### Recorded information
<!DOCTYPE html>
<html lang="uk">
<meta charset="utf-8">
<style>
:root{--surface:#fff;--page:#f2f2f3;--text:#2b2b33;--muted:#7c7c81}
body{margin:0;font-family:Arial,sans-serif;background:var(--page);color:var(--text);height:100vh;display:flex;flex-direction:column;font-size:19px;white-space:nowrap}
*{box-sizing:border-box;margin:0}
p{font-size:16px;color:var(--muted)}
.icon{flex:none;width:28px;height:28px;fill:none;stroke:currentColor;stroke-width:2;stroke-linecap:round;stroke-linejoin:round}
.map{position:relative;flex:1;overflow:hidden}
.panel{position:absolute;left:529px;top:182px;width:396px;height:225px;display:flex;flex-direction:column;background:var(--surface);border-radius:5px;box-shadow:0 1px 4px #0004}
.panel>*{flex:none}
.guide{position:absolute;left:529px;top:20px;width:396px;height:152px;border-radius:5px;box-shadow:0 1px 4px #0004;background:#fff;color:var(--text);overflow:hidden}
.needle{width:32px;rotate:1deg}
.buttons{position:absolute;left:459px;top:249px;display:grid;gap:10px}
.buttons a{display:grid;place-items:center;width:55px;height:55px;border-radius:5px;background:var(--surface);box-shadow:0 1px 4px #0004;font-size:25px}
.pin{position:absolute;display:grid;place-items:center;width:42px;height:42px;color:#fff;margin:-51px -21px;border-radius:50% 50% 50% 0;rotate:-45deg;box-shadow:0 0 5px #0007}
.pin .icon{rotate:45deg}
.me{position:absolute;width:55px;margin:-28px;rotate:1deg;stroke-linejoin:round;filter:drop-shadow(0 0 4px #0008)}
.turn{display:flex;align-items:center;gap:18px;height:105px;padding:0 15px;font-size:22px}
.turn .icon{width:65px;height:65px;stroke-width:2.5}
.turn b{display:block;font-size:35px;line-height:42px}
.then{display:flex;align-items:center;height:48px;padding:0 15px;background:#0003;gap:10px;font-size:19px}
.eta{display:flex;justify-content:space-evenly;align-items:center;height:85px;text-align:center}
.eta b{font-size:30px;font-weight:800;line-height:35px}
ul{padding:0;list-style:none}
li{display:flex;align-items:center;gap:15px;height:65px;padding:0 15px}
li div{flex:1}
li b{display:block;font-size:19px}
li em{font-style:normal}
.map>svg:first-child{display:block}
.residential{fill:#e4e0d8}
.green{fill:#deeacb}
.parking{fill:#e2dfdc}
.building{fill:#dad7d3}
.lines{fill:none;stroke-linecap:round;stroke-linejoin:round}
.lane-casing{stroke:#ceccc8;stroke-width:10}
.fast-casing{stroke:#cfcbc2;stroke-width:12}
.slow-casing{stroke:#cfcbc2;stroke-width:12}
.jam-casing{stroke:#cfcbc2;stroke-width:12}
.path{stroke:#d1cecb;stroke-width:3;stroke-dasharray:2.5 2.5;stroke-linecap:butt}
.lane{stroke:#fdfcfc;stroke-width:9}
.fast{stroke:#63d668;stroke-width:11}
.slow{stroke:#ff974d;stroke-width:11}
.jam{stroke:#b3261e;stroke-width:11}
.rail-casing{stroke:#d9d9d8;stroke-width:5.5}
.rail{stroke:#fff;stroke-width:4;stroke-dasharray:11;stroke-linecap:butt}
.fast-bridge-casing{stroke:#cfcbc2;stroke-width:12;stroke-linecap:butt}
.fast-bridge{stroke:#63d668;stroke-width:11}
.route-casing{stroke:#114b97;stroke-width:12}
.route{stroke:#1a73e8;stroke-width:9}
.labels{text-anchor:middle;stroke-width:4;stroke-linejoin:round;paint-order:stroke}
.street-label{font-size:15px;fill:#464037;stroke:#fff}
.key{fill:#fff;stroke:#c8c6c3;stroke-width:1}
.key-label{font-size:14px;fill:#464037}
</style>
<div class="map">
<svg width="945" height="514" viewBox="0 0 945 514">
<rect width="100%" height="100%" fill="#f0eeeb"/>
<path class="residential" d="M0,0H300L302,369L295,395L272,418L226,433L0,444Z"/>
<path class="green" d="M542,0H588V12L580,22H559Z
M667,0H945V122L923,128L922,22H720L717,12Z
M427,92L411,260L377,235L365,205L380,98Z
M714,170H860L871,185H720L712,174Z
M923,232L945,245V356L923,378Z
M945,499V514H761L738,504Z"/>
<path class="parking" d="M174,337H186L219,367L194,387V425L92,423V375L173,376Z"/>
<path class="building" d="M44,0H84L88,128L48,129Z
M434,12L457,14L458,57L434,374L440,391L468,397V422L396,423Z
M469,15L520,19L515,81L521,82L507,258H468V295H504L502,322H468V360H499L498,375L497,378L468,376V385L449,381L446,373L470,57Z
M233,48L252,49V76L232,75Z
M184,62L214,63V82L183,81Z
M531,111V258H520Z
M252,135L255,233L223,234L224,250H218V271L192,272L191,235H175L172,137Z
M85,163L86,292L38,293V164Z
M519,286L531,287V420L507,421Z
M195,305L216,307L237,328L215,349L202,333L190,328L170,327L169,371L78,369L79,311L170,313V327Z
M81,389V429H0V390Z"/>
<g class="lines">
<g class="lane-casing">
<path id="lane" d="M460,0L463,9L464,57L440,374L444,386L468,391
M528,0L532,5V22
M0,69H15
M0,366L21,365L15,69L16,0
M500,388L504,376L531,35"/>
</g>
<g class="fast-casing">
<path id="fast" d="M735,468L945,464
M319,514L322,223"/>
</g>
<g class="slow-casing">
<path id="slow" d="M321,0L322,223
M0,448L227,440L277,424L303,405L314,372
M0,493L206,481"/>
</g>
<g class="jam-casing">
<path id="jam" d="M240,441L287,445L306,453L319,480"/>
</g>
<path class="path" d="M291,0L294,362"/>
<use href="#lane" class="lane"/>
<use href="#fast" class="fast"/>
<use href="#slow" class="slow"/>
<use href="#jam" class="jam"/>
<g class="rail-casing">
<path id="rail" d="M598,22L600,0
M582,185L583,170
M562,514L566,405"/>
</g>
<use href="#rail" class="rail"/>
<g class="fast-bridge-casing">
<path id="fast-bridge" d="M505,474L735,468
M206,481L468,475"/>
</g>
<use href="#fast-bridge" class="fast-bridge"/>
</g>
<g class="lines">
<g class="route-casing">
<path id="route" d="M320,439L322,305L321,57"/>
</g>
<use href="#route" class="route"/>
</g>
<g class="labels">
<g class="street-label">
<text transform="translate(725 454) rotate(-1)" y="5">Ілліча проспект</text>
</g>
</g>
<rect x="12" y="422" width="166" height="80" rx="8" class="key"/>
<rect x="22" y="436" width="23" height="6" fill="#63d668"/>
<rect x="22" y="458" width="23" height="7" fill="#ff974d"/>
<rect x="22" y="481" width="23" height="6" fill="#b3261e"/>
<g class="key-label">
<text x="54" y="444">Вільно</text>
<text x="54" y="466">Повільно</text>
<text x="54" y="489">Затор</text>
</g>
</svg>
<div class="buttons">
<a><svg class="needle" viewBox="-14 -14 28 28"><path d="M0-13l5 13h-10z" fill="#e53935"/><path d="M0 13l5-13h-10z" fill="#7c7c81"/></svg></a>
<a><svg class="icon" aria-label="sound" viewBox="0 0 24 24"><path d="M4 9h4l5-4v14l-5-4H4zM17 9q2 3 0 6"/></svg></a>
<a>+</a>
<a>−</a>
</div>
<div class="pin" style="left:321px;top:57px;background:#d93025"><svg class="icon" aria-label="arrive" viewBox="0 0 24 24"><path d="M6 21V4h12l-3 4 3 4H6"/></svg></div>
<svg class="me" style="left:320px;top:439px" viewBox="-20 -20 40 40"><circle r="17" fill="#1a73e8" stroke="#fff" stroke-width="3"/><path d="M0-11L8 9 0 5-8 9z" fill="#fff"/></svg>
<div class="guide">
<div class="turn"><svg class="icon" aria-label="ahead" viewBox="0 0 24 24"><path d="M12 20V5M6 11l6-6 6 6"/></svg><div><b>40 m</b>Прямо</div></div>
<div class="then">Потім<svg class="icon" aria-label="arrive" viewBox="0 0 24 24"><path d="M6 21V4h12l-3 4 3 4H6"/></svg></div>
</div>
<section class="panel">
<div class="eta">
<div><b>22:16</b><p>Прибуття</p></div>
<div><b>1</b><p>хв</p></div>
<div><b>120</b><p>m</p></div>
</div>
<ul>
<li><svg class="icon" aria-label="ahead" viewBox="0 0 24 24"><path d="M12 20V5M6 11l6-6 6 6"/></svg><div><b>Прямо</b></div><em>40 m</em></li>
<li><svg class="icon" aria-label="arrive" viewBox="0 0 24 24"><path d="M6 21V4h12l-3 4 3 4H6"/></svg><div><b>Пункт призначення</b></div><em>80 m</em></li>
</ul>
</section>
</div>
######
### Recorded information
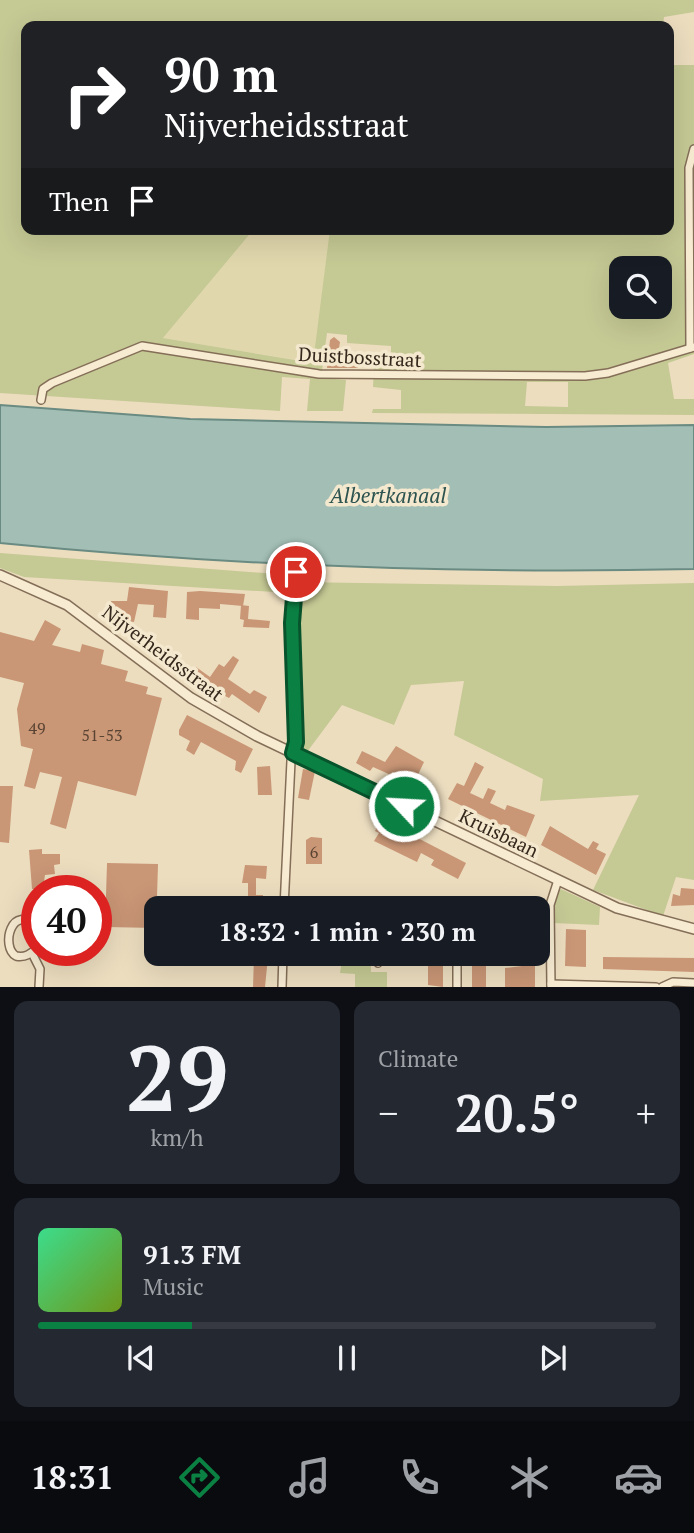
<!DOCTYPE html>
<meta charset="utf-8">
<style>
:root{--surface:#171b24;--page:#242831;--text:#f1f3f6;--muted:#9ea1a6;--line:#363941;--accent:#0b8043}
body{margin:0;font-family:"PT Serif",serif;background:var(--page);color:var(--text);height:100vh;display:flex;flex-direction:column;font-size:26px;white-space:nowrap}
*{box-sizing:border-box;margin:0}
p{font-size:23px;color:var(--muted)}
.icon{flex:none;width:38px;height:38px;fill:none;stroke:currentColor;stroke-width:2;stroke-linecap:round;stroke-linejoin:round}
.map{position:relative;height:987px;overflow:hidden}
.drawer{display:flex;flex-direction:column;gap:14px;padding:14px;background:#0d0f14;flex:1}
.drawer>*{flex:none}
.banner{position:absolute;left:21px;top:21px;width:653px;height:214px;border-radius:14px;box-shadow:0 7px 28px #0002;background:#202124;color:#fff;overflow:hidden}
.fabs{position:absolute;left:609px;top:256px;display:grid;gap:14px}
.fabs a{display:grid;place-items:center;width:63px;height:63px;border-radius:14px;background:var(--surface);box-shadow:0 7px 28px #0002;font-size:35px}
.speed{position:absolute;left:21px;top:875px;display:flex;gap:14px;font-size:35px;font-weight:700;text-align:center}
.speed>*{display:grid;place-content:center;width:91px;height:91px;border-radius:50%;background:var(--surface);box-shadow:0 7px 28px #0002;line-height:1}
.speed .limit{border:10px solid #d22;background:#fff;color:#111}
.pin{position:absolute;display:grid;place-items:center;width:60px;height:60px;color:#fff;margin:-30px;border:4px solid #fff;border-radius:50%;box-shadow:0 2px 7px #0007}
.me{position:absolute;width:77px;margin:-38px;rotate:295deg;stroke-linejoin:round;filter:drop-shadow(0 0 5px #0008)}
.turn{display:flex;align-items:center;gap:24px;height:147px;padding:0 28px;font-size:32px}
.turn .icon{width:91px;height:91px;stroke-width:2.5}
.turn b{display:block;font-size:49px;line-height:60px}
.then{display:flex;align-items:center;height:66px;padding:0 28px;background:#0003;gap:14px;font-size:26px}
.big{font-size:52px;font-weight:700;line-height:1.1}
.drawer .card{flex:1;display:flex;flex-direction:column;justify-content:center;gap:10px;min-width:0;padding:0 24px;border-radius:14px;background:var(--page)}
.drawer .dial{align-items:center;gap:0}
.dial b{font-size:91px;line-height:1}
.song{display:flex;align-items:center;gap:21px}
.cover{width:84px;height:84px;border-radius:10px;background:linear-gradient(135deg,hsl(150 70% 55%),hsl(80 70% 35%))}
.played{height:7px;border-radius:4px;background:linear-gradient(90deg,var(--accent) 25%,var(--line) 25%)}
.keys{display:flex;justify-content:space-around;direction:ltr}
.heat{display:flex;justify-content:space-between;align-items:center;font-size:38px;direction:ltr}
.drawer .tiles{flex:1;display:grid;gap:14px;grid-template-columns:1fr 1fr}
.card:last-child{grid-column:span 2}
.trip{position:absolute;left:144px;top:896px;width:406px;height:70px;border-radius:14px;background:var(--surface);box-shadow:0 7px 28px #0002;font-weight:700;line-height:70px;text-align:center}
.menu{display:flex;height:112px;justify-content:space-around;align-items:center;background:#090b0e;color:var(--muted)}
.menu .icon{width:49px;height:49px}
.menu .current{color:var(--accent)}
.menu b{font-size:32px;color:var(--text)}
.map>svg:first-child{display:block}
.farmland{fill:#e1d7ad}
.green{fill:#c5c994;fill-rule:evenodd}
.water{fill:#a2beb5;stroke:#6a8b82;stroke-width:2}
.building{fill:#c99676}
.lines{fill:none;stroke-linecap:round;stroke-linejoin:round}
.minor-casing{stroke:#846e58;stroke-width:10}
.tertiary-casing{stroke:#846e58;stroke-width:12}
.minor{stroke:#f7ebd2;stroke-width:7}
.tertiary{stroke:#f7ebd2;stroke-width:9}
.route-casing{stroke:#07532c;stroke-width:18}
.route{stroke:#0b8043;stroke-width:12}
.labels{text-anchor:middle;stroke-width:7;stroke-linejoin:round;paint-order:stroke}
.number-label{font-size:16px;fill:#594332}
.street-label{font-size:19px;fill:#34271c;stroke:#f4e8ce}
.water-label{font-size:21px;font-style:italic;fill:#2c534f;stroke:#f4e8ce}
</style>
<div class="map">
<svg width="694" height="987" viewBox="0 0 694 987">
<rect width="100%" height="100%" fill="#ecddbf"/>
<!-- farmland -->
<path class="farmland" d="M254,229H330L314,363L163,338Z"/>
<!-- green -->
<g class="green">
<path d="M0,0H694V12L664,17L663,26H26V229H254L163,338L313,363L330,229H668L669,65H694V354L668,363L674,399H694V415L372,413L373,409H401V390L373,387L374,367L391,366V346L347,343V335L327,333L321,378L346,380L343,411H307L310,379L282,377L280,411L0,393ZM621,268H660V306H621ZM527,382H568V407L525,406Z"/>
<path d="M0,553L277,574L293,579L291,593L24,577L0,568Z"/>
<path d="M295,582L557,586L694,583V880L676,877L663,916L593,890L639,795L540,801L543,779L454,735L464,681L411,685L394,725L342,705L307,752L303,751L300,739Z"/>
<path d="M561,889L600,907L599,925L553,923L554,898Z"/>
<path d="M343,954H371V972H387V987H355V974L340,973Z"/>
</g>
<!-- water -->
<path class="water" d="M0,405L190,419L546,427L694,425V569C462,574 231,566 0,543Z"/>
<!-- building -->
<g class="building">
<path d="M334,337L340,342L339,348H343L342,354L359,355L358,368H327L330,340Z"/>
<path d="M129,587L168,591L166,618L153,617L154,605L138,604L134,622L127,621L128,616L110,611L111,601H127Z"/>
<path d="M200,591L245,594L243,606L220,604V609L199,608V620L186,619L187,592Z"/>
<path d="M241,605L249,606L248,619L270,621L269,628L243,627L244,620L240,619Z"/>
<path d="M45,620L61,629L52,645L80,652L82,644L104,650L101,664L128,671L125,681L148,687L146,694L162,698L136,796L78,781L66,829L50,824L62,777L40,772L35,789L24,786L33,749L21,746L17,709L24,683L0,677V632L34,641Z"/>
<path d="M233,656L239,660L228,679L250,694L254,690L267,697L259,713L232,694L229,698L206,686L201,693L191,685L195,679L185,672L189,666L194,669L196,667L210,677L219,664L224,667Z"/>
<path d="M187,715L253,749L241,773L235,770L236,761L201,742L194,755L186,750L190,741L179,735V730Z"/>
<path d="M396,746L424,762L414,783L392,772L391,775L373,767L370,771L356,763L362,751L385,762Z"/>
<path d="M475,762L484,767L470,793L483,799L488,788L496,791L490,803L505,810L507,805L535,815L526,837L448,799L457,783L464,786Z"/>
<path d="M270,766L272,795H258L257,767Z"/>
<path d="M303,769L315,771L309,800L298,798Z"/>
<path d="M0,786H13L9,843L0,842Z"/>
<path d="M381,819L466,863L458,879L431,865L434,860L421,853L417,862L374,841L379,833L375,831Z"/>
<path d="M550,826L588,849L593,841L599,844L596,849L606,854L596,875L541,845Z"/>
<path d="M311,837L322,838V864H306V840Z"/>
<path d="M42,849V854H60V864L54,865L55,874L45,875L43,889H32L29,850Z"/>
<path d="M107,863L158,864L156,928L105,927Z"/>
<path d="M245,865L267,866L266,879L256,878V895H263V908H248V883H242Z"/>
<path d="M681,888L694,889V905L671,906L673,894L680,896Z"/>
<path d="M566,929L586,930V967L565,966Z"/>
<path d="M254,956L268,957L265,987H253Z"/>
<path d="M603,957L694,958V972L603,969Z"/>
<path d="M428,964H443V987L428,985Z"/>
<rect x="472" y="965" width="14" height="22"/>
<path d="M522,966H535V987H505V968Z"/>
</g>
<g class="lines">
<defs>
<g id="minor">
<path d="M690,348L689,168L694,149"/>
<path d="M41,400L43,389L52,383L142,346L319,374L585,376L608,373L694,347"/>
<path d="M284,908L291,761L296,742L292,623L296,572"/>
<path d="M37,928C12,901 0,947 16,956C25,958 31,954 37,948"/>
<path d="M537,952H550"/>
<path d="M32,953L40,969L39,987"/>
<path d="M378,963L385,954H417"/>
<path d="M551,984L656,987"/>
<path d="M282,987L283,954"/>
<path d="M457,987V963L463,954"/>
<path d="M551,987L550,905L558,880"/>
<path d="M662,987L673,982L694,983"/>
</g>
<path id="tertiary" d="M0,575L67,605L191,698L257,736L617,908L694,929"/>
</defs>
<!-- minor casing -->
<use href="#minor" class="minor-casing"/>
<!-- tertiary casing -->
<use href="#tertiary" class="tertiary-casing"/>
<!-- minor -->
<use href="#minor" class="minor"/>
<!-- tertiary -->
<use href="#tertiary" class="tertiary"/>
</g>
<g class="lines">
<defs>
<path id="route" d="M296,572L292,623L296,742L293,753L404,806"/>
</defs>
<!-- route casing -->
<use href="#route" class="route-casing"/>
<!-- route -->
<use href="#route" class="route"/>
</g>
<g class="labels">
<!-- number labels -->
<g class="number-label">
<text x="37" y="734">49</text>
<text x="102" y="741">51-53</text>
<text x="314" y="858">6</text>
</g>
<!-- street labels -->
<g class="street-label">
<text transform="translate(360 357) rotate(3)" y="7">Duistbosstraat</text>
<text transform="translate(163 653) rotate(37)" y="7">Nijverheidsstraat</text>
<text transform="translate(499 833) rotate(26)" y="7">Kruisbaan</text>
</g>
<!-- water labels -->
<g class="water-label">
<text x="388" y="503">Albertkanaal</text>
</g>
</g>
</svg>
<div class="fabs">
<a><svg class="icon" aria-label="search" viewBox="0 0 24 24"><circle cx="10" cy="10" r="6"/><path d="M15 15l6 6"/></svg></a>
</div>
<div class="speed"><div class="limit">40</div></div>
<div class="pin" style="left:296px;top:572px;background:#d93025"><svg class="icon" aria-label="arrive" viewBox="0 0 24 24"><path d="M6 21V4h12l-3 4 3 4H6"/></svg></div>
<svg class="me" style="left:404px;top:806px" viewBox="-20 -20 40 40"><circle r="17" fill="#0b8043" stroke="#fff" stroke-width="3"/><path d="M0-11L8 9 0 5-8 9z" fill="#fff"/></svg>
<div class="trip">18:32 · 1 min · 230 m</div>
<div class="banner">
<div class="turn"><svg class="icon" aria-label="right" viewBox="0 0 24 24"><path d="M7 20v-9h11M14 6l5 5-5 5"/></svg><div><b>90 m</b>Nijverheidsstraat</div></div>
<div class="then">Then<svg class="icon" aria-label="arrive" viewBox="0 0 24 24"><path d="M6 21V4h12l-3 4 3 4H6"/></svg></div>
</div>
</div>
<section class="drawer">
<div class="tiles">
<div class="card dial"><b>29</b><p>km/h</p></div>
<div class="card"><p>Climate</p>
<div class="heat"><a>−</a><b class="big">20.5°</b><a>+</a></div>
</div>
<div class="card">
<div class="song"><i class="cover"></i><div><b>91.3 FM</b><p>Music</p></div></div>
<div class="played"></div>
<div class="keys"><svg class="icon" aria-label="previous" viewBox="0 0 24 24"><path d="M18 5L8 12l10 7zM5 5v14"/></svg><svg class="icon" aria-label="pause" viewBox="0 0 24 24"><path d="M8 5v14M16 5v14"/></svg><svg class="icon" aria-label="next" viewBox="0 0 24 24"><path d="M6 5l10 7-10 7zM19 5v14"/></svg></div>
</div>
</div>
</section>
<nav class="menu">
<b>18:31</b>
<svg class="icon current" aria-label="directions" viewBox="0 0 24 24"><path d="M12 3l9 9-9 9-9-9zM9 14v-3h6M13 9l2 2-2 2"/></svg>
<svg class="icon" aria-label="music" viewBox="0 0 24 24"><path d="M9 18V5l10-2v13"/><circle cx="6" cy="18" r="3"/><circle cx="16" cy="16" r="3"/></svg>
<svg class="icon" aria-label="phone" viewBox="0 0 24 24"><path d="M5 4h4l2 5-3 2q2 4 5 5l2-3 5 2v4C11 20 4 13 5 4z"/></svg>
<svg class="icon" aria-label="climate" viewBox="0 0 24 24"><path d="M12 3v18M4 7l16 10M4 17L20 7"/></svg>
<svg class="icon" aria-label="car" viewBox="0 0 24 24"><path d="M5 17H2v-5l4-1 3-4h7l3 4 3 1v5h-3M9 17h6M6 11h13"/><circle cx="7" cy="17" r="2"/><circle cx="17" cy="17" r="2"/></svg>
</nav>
######
### Task to carry out:
Tell how many lines of the listing contain the string "drop", giving the number without any other words.

### Answer to the exercise:
2